*Instructions to follow:* The lines to return are those below that contain the word "halo".

Dataset records:
================

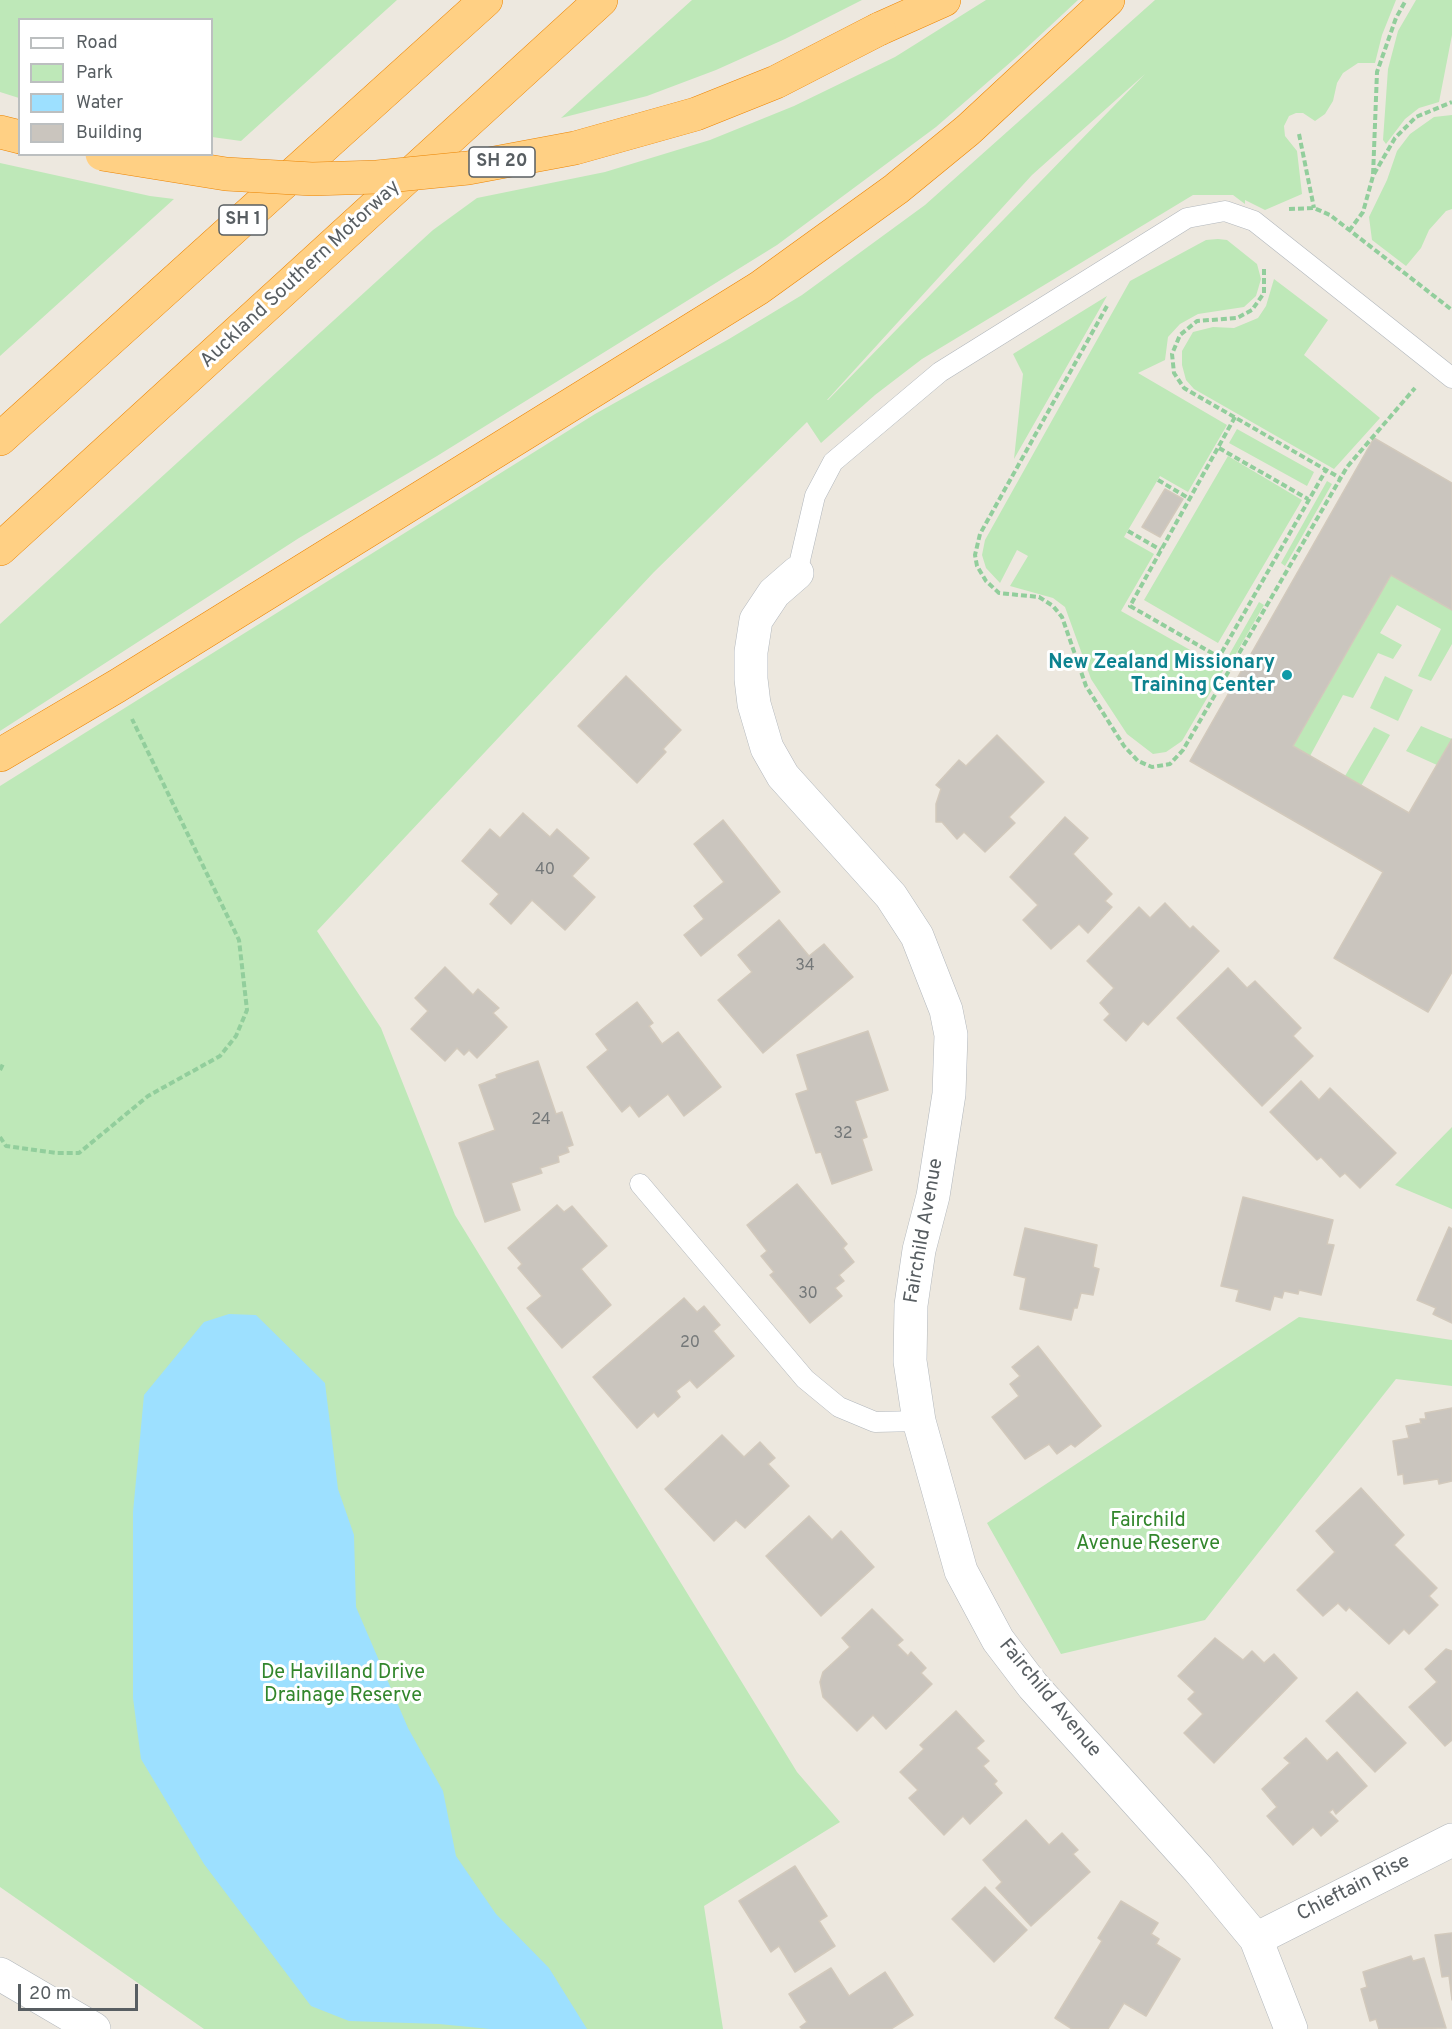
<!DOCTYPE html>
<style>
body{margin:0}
#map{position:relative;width:1452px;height:2029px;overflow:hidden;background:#ede8df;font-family:Overpass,sans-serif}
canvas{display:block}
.legend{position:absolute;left:18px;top:18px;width:195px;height:138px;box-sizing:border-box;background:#fff;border:2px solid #bcbfc0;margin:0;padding:8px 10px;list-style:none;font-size:18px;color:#585e62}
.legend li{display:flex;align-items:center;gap:12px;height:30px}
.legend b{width:30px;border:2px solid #bcbfc0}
.scale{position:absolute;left:18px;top:1984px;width:120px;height:27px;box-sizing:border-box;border:3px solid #585e62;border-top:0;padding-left:8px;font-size:18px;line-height:21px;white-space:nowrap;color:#585e62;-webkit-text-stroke:4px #fff;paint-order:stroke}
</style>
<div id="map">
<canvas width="1452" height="2029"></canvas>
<ul class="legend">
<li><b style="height:8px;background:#fff"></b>Road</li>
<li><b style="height:16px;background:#bee8b8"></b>Park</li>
<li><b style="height:16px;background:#9de0ff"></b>Water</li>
<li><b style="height:16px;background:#cac5be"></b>Building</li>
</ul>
<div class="scale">20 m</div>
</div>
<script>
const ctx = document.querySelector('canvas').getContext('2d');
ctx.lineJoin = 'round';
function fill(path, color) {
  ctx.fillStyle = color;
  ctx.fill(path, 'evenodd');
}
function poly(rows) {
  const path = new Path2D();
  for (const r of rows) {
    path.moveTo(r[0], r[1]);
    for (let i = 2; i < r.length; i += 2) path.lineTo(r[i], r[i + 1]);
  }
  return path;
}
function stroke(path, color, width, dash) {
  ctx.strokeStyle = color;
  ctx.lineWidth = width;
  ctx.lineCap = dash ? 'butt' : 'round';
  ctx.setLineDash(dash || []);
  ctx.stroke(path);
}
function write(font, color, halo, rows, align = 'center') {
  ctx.font = font + ' Overpass,sans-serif';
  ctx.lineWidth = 6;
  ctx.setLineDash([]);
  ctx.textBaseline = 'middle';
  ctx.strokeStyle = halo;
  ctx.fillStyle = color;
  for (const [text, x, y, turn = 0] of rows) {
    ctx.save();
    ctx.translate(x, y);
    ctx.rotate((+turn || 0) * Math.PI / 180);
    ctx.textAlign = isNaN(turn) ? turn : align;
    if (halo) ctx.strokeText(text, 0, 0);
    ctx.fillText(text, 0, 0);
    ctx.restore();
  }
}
fill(poly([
 [0,0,397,0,241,141,212,137,212,20,20,20,19,98,0,92],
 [692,0,862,0,785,39,716,70,647,96,561,118],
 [986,0,1078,0,1020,54,936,127,777,245,437,456,299,538,0,731,0,624,433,230,477,198,605,172,710,140,794,106,895,57],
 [1155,0,1396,0,1382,35,1375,63,1358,63,1343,73,1337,83,1333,101,1325,114,1315,121,1303,113,1296,113,1289,116,1284,126,1285,136,1297,151,1302,194,1265,210,1245,200,1245,204,1233,195,1193,195,922,359,875,395,821,443,807,422,654,572,317,931,381,1028,455,1215,797,1772,840,1822,704,1906,723,2029,204,2029,0,1887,0,786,595,414,729,339,802,295,925,205],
 [1145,74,828,400,827,400,1032,175],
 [1416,0,1452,0,1452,35,1439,102,1419,108,1405,119,1386,144,1383,140,1388,69,1398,31],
 [1452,115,1452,209,1446,211,1429,230,1421,248,1406,266,1372,240,1369,217,1387,180,1397,151,1410,134,1434,117],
 [0,163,150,196,174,199,0,356],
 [1218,239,1227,240,1257,264,1261,279,1256,296,1244,307,1198,314,1180,324,1168,337,1165,360,1138,373,1227,425,1188,492,1160,476,1124,537,1154,554,1121,611,1224,669,1182,741,1166,752,1153,754,1127,734,1091,679,1065,607,1053,598,1010,586,1028,556,1017,550,1000,583,986,568,982,555,985,540,1130,281,1206,240],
 [1274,279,1328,320,1304,355,1380,418,1334,469,1194,389,1186,380,1182,365,1182,351,1193,332,1213,327,1234,328,1258,318,1266,306],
 [1107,296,1014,459,1023,374,1013,354],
 [1237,429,1314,472,1307,486,1229,443],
 [1228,456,1302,500,1218,643,1144,600],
 [1327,481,1332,484,1285,566,1281,563],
 [1391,575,1452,610,1452,644,1431,681,1418,676,1441,629,1397,605,1380,633,1402,645,1393,659,1378,653,1353,698,1343,695,1310,756,1293,746],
 [1259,602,1264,605,1230,664,1225,662],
 [1385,676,1413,690,1398,721,1370,708],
 [1421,726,1452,739,1437,765,1406,751],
 [1374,727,1390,735,1361,786,1345,776],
 [1452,1127,1452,1209,1395,1185],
 [1299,1317,1452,1340,1452,1386,1396,1379,1205,1620,1061,1654,987,1523]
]), '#bee8b8');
fill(poly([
 [229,1314,256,1315,325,1383,338,1489,354,1535,356,1607,408,1728,443,1791,456,1856,496,1914,549,1968,587,2029,490,2029,439,2024,349,2021,311,2006,204,1864,141,1759,133,1698,133,1512,144,1395,204,1322]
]), '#9de0ff');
const building = poly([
 [1374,438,1452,483,1452,610,1391,575,1293,746,1409,813,1452,739,1452,972,1428,1012,1334,958,1383,872,1190,761,1374,438],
 [1165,489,1183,499,1160,537,1142,527,1165,489],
 [626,676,681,730,663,749,666,752,637,783,578,726,626,676],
 [997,735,1044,782,1009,817,1015,823,985,852,964,832,957,839,942,822,936,822,936,804,941,789,936,785,959,760,966,766,997,735],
 [523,813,550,837,557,829,589,858,572,876,595,897,565,930,532,900,511,924,490,904,499,894,462,861,490,829,500,838,523,813],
 [1065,817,1088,838,1073,854,1112,894,1105,901,1112,907,1088,933,1079,924,1051,949,1023,920,1038,905,1010,877,1065,817],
 [723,820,780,892,701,956,684,935,704,919,694,906,724,882,694,844,723,820],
 [1165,903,1190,929,1193,926,1219,951,1148,1025,1143,1021,1126,1041,1104,1020,1110,1014,1100,1003,1114,988,1087,961,1139,907,1150,918,1165,903],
 [779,920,809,956,824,944,853,977,763,1053,718,1000,752,972,738,955,779,920],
 [445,967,473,995,478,989,499,1008,493,1013,507,1027,477,1058,469,1050,464,1055,457,1048,445,1061,411,1029,428,1011,415,998,445,967],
 [1228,968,1247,988,1255,981,1301,1028,1293,1036,1313,1056,1262,1106,1177,1018,1228,968],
 [637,1002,653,1023,649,1026,662,1044,678,1032,721,1087,684,1116,668,1094,639,1117,630,1105,622,1112,587,1067,608,1050,596,1034,637,1002],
 [868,1031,888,1090,855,1101,867,1137,862,1139,872,1170,832,1184,821,1152,816,1153,796,1094,808,1090,797,1055,868,1031],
 [538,1061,556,1114,562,1112,573,1145,567,1147,569,1152,558,1156,559,1162,540,1168,542,1173,511,1183,520,1210,485,1222,459,1143,495,1130,479,1085,497,1078,496,1075,538,1061],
 [1301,1081,1319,1100,1330,1088,1396,1153,1360,1188,1345,1173,1340,1177,1321,1157,1317,1160,1270,1112,1301,1081],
 [797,1184,847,1244,843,1248,854,1262,839,1275,844,1281,835,1288,842,1296,810,1323,770,1275,774,1272,761,1256,767,1251,747,1225,797,1184],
 [1243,1197,1333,1220,1327,1244,1334,1245,1321,1295,1299,1290,1298,1294,1284,1291,1282,1298,1274,1296,1270,1310,1236,1301,1239,1290,1221,1286,1243,1197],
 [557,1205,564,1212,572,1206,607,1246,581,1269,611,1305,562,1348,527,1308,542,1296,518,1268,522,1264,508,1248,557,1205],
 [1449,1227,1452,1229,1452,1323,1433,1314,1436,1308,1417,1300,1449,1227],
 [1025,1228,1097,1245,1093,1267,1099,1269,1093,1295,1081,1293,1077,1308,1074,1308,1071,1320,1020,1309,1026,1278,1014,1275,1025,1228],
 [684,1298,697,1312,704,1306,720,1325,713,1331,734,1356,697,1388,690,1380,676,1391,680,1397,658,1417,654,1412,637,1428,593,1377,684,1298],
 [1038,1346,1101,1426,1075,1447,1071,1444,1057,1454,1049,1444,1025,1459,992,1417,1019,1396,1010,1384,1020,1376,1012,1367,1038,1346],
 [1452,1408,1452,1481,1439,1484,1438,1479,1404,1484,1403,1474,1398,1475,1393,1441,1409,1438,1406,1426,1421,1423,1420,1419,1426,1419,1425,1413,1452,1408],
 [722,1435,744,1457,760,1442,775,1458,768,1464,789,1486,745,1528,736,1520,714,1541,665,1489,722,1435],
 [1361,1488,1404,1535,1394,1545,1437,1588,1429,1596,1438,1605,1409,1634,1404,1629,1389,1644,1349,1607,1346,1611,1338,1603,1323,1616,1297,1590,1335,1552,1316,1531,1361,1488],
 [809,1516,832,1540,841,1531,874,1567,821,1616,766,1556,809,1516],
 [872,1609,903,1640,897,1645,908,1656,911,1652,926,1668,921,1673,932,1684,886,1729,873,1715,857,1731,823,1697,820,1682,823,1672,850,1647,842,1638,872,1609],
 [1215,1638,1243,1660,1252,1651,1264,1663,1274,1654,1297,1678,1214,1763,1184,1733,1203,1714,1188,1699,1195,1692,1178,1676,1215,1638],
 [1446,1649,1452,1651,1452,1740,1445,1746,1409,1707,1437,1682,1425,1669,1446,1649],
 [1357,1692,1406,1743,1375,1772,1326,1721,1357,1692],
 [956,1711,984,1741,976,1748,989,1761,983,1766,997,1781,994,1784,1002,1793,970,1824,963,1816,944,1835,909,1798,918,1790,900,1772,924,1749,920,1745,956,1711],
 [1306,1738,1327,1761,1337,1752,1367,1786,1336,1814,1333,1809,1329,1812,1338,1821,1321,1836,1313,1827,1293,1845,1267,1816,1277,1807,1262,1789,1290,1763,1284,1758,1306,1738],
 [1026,1820,1049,1845,1062,1833,1078,1850,1073,1854,1090,1872,1031,1926,996,1888,1002,1882,983,1860,1026,1820],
 [795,1866,827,1916,819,1921,835,1946,795,1972,779,1946,771,1952,739,1901,795,1866],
 [985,1887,1027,1930,994,1962,952,1919,985,1887],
 [1121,1901,1158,1923,1151,1934,1159,1939,1156,1944,1180,1959,1146,2016,1124,2003,1108,2029,1072,2029,1055,2018,1102,1941,1098,1938,1121,1901],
 [1452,1933,1452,2000,1449,1976,1442,1977,1435,1935,1452,1933],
 [1411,1956,1413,1961,1424,1958,1446,2028,1379,2029,1376,2019,1370,2021,1361,1989,1367,1987,1363,1972,1411,1956],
 [831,1968,849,1996,885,1972,913,2015,891,2029,802,2029,800,2027,807,2022,789,1994,831,1968]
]);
fill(building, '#cac5be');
stroke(building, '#d2c9bc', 1.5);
const service = poly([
 [797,573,815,496,833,462,940,372,1187,218,1225,211,1254,221,1452,378],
 [640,1184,805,1379,839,1407,875,1422,919,1421]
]);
const minor = poly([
 [797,573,774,593,756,620,751,652,751,679,754,704,767,748,783,776,891,896,917,936,946,1010,951,1035,949,1094,933,1196,919,1250,911,1305,910,1361,919,1421,961,1571,998,1640,1033,1686,1198,1869,1256,1939,1291,2029],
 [1256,1939,1452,1840],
 [0,1974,94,2029]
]);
const motorway = poly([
 [879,29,944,0],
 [0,132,20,137],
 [0,439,486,0],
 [0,549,601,0],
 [0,755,117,686,759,288,896,189,968,130,1108,0]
]);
stroke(service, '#b2b7bc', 21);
stroke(minor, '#b2b7bc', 34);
stroke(motorway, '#ec8400', 34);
stroke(poly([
 [1299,134,1314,208],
 [1374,174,1395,138,1416,117,1452,102],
 [1289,209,1314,208,1330,215,1452,310],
 [1349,231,1363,212,1373,176,1377,72,1396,18,1406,0],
 [1264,269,1264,293,1252,310,1237,318,1197,321,1180,335,1172,354,1174,373,1184,388,1340,478],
 [1107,306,980,534,975,555,977,566,986,581,999,593,1039,597,1053,606,1062,617,1086,686,1124,746,1138,761,1152,767,1170,764,1183,750,1347,467,1415,388],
 [1235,417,1130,606,1219,657,1326,470],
 [1219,448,1308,499],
 [1158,480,1190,499],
 [1128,531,1161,550],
 [0,1070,3,1064],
 [0,1137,6,1146,57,1153,79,1153,148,1096,220,1056,236,1036,247,1010,239,940,132,719]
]), '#92ce9c', 4, [6, 3]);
stroke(service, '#fff', 20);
stroke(minor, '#fff', 33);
stroke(motorway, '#ffd084', 33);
const motorwayBridge = poly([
 [102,154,226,174,312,179,377,177,468,168,575,148,696,114,776,82,879,29]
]);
stroke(motorwayBridge, '#ec8400', 34, []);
stroke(motorwayBridge, '#ffd084', 33);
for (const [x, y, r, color] of [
 [1287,675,6,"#0f9aa8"]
]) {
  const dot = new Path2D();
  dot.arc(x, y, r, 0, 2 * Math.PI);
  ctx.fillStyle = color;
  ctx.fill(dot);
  stroke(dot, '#fff', 2);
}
write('16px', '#747879', null, [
 ["40",545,871],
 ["34",805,967],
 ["24",541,1121],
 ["32",843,1135],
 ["30",808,1295],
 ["20",690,1344]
]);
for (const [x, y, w] of [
 [502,162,66],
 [243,220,48]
]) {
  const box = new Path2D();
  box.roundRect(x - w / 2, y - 15, w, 30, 4.5);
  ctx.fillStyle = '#fff';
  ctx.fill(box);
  stroke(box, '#585e62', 1.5);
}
write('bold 18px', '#585e62', null, [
 ["SH 20",502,162],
 ["SH 1",243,220]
]);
write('20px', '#585e62', '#fff', [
 ["Auckland Southern Motorway",301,275,-43],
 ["Fairchild Avenue",925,1231,-80],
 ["Fairchild Avenue",1049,1699,50],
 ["Chieftain Rise",1354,1889,-27]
]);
write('bold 20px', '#0d838f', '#fff', [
 ["New Zealand Missionary",1275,664],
 ["Training Center",1275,687]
], 'right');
write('20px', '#32862c', '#fff', [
 ["Fairchild",1148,1522],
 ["Avenue Reserve",1148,1545],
 ["De Havilland Drive",343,1674],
 ["Drainage Reserve",343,1697]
]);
</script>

================

*Exercise response:*
function write(font, color, halo, rows, align = 'center') {
  ctx.strokeStyle = halo;
    if (halo) ctx.strokeText(text, 0, 0);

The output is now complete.